Dr Almitra Berry:Yeah, I had mom. Okay, let's talk. Yeah, it always comes at the most inopportune time, right? I had a guest on recently, a few episodes, but probably about 10 episodes back now, who talked about having you time, right? And it was just that time for each child that you designate, that you know, even if you're just like you said, playing a card game or watching TV or doing a puzzle or whatever, that that child knows, that's their time. And it may be that, if you know, if you incorporate something like that from, from you know, his recommendations, you. And it's just during that you time, if it's the last 10 seconds of you time, you extend that time until the child has the opportunity. I love this, by
Unknown:the way. You can also say to a child, I've actually taught my kids, it's because of like, the nature of me sometimes associating, everyone in my family knows to say, Are you available? So sometimes I might say, at the end, I call it special time, but at the end of special time, I might say, you know, this sounds like an important conversation, but I also have to, like sort of respect my own body and my own needs. If, let's say it's my bedtime, and I don't want to do this right now because I don't have my full brain, you're not getting the best of me. You're getting the rest of me. This sounds important. Let's write an appointment card for when we're going to discuss it. I don't want to give you like a real fast yes or no, this sounds like something I want my full brain to listen to. So tomorrow, right when you come home from school, let's table it till then, and then we're going to talk about it. Then the kid feels like, Wow, you really want to hear what I have to say without me pretending. But really, I'm dissociating. Really, I'm half asleep, like my full brain is not there. And I get that I've got to listen with my whole entire body right now. So you can also honor your own neurology and say, totally get that we have to talk about this. Here's when we're going to do that.

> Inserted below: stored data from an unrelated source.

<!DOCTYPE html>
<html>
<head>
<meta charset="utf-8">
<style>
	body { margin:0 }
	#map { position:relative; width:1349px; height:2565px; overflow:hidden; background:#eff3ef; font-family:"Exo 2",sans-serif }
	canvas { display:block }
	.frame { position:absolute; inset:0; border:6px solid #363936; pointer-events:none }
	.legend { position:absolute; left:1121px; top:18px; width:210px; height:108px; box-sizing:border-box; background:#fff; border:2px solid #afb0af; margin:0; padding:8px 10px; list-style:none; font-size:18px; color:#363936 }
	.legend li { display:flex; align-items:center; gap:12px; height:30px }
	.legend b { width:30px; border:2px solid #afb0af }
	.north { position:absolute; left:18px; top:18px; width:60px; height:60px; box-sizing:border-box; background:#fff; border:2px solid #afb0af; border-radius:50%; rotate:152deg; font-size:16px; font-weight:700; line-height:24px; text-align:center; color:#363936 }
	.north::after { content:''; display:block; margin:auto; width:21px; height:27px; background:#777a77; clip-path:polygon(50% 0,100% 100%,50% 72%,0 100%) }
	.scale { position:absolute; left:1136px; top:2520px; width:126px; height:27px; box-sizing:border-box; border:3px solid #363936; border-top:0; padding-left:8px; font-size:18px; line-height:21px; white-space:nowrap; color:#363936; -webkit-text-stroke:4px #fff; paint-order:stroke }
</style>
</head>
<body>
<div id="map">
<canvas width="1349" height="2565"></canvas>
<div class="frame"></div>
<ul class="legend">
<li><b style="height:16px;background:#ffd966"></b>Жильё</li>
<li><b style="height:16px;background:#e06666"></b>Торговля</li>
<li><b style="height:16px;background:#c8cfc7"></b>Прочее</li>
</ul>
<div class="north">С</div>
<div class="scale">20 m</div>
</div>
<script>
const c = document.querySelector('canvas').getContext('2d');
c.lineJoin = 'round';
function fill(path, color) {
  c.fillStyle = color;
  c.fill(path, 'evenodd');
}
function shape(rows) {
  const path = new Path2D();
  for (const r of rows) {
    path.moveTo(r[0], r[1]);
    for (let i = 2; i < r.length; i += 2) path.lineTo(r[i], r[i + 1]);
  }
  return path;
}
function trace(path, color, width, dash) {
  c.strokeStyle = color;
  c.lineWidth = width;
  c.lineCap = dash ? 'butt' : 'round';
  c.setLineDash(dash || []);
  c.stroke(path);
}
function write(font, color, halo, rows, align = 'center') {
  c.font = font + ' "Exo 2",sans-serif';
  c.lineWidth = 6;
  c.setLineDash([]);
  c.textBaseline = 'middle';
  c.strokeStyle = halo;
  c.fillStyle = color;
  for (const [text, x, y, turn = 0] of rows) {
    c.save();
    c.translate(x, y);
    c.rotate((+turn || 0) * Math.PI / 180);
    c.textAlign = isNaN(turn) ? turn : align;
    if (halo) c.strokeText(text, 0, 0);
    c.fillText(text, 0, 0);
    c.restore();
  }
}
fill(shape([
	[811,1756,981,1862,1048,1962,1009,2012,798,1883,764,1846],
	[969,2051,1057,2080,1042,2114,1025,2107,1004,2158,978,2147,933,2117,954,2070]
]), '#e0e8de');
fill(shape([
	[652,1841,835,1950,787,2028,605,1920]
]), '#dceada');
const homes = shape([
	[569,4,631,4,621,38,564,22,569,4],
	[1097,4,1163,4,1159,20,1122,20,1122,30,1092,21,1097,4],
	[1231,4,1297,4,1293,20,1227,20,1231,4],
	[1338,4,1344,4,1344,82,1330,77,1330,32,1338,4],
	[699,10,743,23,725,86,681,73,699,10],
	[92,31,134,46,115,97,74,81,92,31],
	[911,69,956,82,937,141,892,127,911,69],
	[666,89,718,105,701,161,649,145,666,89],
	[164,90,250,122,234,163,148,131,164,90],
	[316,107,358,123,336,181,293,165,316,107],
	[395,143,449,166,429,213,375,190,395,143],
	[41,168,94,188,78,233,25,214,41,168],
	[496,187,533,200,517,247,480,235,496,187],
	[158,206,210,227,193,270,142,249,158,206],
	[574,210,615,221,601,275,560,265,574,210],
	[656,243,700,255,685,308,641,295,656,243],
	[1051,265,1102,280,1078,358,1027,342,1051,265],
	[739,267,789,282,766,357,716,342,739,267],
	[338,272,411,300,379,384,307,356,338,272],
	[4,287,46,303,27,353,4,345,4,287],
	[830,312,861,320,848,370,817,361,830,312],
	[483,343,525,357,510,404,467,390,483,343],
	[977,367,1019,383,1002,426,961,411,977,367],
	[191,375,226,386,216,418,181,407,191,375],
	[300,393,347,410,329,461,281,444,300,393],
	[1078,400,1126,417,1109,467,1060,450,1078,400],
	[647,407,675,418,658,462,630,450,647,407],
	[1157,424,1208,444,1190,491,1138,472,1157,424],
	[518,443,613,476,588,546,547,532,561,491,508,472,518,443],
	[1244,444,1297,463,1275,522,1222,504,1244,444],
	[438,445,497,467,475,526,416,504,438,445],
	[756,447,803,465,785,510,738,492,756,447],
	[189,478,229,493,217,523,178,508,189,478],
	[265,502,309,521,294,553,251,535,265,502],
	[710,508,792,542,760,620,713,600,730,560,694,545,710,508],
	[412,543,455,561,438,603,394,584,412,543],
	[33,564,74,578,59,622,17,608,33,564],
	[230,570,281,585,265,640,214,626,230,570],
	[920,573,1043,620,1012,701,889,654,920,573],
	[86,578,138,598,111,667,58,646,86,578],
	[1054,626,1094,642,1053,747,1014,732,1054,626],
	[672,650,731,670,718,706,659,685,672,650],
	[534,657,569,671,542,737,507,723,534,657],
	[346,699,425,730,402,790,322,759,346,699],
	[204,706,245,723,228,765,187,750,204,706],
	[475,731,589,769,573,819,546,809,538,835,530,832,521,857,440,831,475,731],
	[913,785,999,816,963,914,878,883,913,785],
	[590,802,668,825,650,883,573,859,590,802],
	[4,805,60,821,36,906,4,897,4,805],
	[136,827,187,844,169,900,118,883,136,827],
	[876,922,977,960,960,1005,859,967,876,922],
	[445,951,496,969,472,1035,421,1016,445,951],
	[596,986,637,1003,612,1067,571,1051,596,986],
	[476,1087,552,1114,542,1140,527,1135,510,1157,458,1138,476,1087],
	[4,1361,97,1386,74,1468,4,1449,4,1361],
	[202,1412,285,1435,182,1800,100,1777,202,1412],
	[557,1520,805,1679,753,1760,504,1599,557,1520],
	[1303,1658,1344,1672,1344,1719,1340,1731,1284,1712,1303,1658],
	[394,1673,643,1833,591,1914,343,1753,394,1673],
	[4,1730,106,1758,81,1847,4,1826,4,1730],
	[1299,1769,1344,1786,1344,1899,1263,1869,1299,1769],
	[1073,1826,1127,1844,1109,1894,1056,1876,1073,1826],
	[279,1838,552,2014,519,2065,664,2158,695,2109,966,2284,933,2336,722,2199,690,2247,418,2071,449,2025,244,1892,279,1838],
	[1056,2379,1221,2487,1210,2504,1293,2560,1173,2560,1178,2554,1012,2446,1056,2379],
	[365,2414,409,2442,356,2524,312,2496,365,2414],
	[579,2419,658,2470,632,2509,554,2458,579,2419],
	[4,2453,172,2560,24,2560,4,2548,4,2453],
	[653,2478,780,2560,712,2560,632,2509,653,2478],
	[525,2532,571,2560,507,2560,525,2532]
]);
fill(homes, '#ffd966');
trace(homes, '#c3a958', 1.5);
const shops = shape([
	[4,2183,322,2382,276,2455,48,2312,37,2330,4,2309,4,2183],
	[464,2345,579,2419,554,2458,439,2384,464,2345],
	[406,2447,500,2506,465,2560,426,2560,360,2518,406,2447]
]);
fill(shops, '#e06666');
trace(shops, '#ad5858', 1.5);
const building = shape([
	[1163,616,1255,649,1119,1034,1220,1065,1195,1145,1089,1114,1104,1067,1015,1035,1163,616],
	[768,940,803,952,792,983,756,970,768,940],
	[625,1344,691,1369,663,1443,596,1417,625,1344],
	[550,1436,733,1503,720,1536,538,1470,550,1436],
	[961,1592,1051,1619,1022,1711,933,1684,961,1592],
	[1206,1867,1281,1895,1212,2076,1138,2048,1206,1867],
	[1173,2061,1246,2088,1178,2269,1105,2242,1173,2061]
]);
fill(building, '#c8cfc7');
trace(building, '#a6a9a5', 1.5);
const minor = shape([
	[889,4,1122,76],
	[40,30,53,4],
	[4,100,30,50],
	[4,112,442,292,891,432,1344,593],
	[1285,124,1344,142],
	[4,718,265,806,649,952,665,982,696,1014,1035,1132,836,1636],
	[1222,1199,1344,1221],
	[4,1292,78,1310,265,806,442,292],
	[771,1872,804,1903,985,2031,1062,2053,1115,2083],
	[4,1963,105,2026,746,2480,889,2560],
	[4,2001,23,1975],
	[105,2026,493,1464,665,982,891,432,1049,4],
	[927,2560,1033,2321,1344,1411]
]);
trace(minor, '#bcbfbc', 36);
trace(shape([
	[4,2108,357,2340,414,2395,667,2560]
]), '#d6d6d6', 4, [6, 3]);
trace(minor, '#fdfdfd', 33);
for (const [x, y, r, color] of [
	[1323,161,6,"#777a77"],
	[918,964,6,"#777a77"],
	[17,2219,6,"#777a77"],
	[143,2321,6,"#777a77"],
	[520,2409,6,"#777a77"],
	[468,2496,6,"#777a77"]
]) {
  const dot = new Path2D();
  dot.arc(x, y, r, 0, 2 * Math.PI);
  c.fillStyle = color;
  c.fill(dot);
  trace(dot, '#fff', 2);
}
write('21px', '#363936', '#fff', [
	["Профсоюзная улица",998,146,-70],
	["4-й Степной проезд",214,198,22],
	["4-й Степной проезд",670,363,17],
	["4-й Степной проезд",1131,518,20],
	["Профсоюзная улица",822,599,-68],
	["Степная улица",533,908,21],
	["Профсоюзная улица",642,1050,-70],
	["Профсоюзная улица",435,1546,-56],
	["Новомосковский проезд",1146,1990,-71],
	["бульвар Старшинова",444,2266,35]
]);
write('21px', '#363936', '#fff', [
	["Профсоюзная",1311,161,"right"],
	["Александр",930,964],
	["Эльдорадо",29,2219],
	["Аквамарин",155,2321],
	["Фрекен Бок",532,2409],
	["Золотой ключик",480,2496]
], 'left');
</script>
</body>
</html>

Dr Almitra Berry:That is awesome. And I'm assuming that these are all tips that come from your book post traumatic parenting. Yes, and already make sure that that book, that there's a link to that book in the notes for this episode. Because I think even if you are not a parent, if you're not parenting post a known trauma, so to speak, that it's just good parenting information to have. I think there are some books that, as you know, you have to get a license, you have to study to drive a car, but nobody makes you study to become a parent. Yeah. So one of those books that should be on the bookshelf of everyone about to become a parent, or that is a parent. So you work with schools,
Unknown:yeah,
Dr Almitra Berry:you work with families.
Unknown:Really, what I tried to do, very much, is I tried to be the adult I would have needed when I was a kid. So yeah, we work with, I work with post traumatic parents, helping them not allow their damage to damage their kids. And I always say, like after COVID, we're all post traumatic parents to a certain extent. I don't think anyone comes into adulthood unscathed. I certainly, and I treat children directly at this point. At this point, I work more with parents than with kids like I have a lot of associates in my practice who actually treat children unless children are very trauma.